▶ **About this task**
In the entries below, find the lines that contain the word "streets" and copy them.

▶ **Source data**
━━━━━━━━━━━━━━━━━━━━

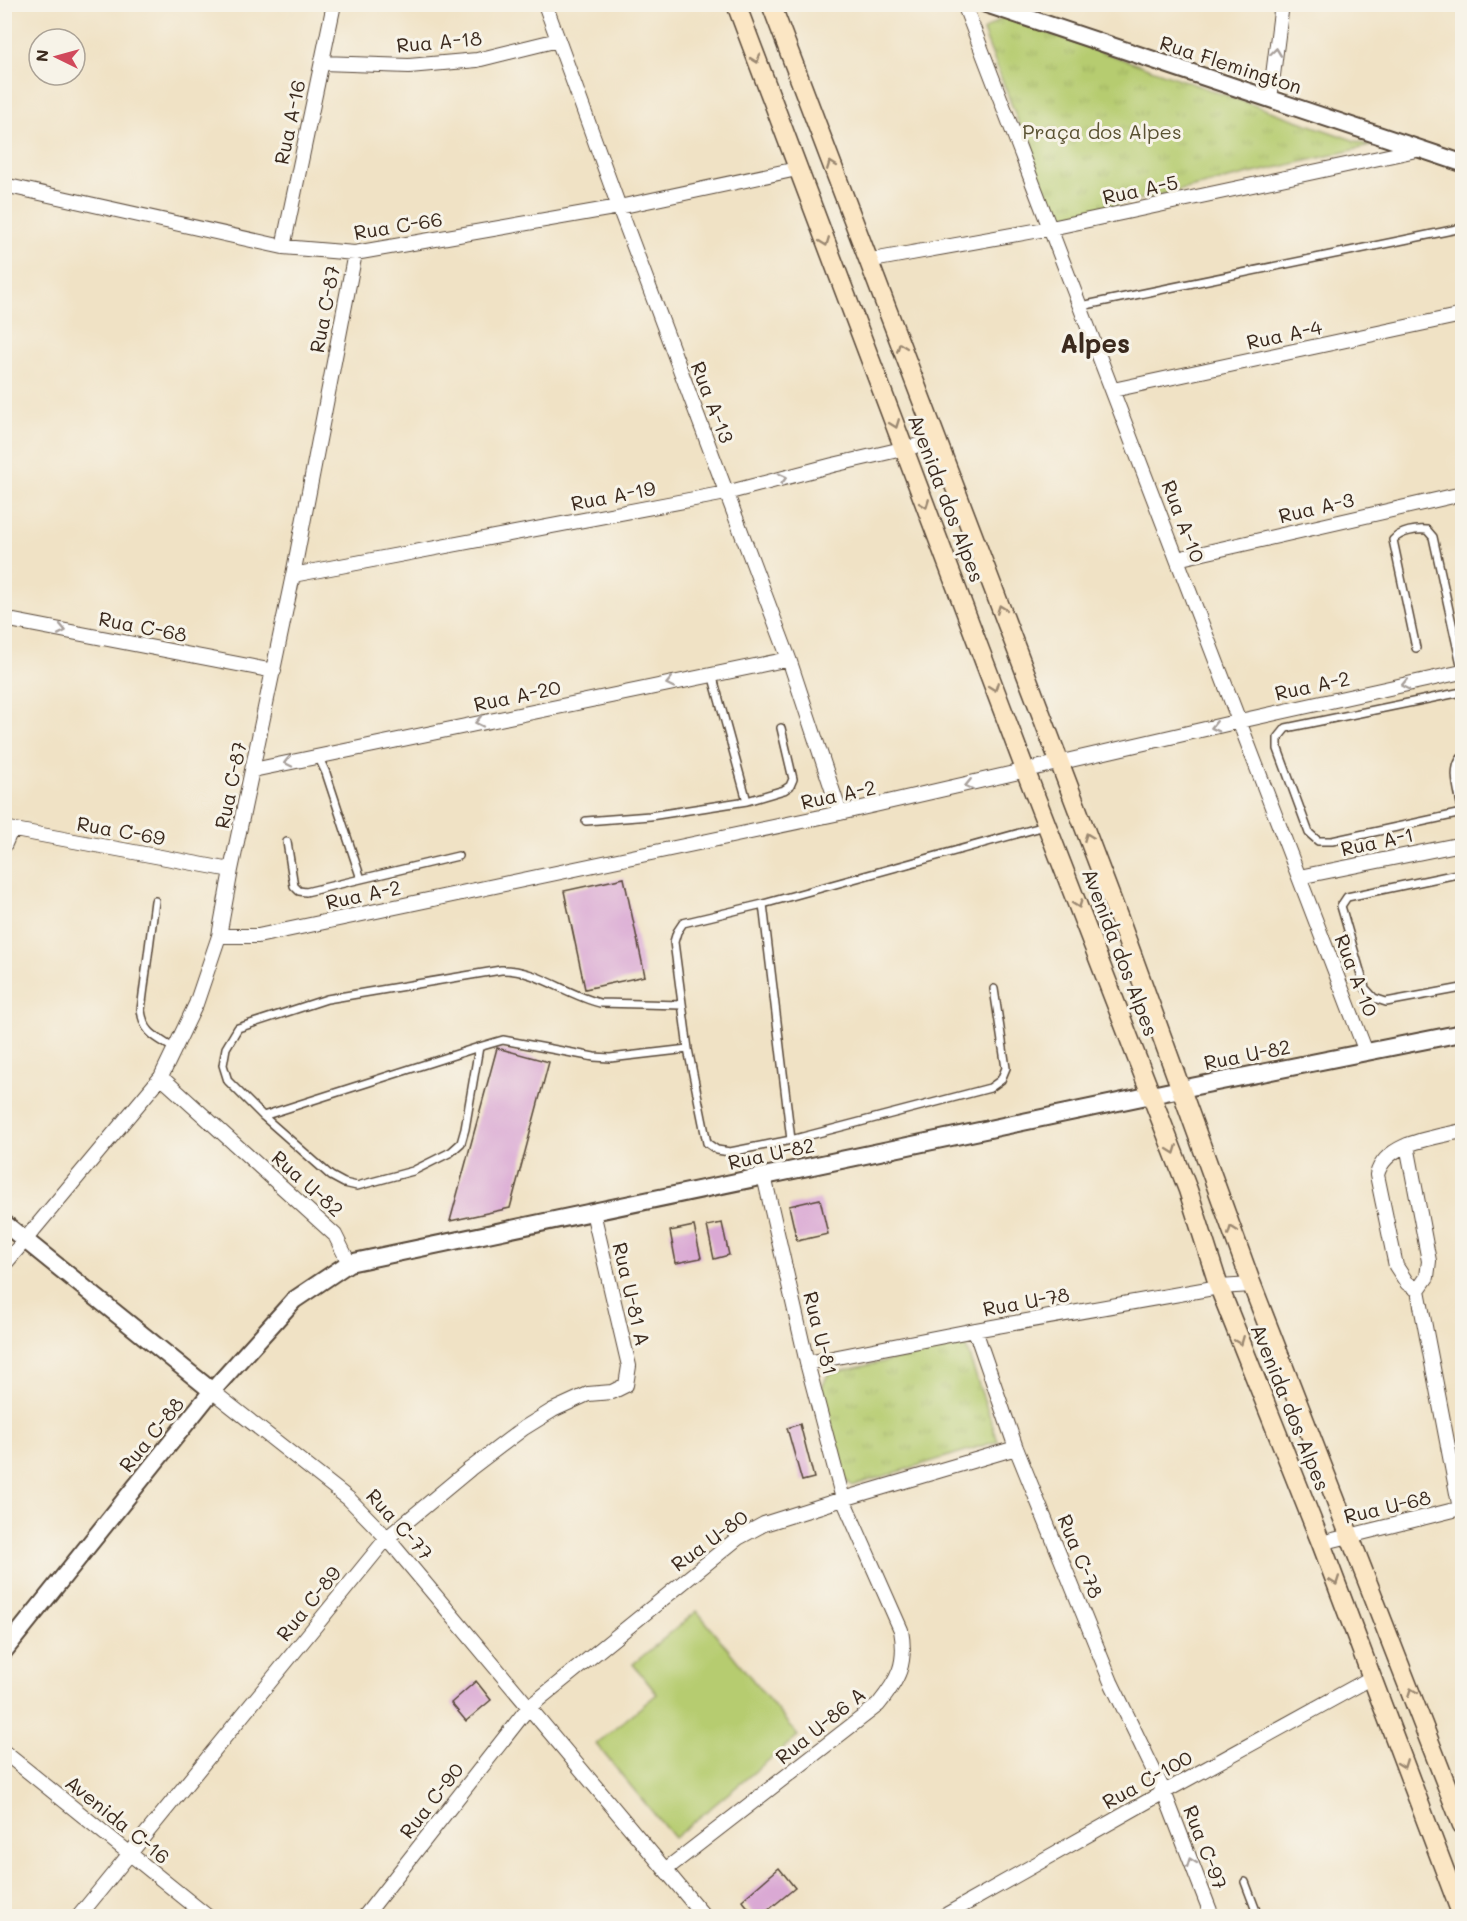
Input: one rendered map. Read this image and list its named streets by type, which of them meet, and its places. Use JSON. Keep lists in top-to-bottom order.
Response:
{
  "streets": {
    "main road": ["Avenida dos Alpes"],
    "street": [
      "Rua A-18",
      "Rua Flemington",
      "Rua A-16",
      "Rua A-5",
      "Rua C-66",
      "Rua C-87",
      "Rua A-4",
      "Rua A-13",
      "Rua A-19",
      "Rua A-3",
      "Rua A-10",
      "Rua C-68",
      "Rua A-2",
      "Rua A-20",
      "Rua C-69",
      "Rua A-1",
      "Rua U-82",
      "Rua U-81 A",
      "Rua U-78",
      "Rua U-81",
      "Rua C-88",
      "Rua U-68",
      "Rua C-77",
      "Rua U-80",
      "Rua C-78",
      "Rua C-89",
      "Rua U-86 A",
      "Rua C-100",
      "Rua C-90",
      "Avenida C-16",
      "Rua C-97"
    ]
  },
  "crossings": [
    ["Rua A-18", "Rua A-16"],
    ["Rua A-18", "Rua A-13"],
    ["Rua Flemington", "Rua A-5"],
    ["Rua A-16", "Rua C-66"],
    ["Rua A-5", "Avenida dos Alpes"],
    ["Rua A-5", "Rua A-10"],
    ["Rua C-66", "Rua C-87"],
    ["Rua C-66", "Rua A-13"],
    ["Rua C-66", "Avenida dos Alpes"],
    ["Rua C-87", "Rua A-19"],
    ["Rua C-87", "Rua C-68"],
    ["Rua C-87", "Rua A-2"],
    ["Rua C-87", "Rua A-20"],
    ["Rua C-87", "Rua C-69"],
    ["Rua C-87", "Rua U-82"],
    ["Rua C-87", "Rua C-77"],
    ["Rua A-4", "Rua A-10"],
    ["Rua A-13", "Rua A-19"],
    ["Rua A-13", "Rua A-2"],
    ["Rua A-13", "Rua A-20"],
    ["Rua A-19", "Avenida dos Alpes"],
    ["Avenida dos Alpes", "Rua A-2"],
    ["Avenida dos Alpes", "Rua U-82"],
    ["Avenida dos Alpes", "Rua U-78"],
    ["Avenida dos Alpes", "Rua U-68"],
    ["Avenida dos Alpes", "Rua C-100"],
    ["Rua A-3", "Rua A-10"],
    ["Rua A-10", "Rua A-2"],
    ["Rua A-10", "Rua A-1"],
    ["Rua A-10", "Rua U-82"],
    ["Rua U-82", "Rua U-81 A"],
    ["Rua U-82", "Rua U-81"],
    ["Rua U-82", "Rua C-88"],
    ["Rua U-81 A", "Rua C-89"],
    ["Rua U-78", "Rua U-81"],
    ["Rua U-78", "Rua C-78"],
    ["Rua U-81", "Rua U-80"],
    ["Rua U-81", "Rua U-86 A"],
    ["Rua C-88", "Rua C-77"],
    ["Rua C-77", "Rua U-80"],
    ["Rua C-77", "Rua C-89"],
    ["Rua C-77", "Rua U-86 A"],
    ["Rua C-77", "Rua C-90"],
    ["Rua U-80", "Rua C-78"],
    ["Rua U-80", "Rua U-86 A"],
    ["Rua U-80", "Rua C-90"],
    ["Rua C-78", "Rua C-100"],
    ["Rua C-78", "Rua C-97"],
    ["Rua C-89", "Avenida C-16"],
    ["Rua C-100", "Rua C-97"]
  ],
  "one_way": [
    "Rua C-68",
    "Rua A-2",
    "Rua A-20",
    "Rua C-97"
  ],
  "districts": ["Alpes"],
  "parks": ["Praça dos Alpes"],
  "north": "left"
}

━━━━━━━━━━━━━━━━━━━━

▶ **Problem solution**
Input: one rendered map. Read this image and list its named streets by type, which of them meet, and its places. Use JSON. Keep lists in top-to-bottom order.
  "streets": {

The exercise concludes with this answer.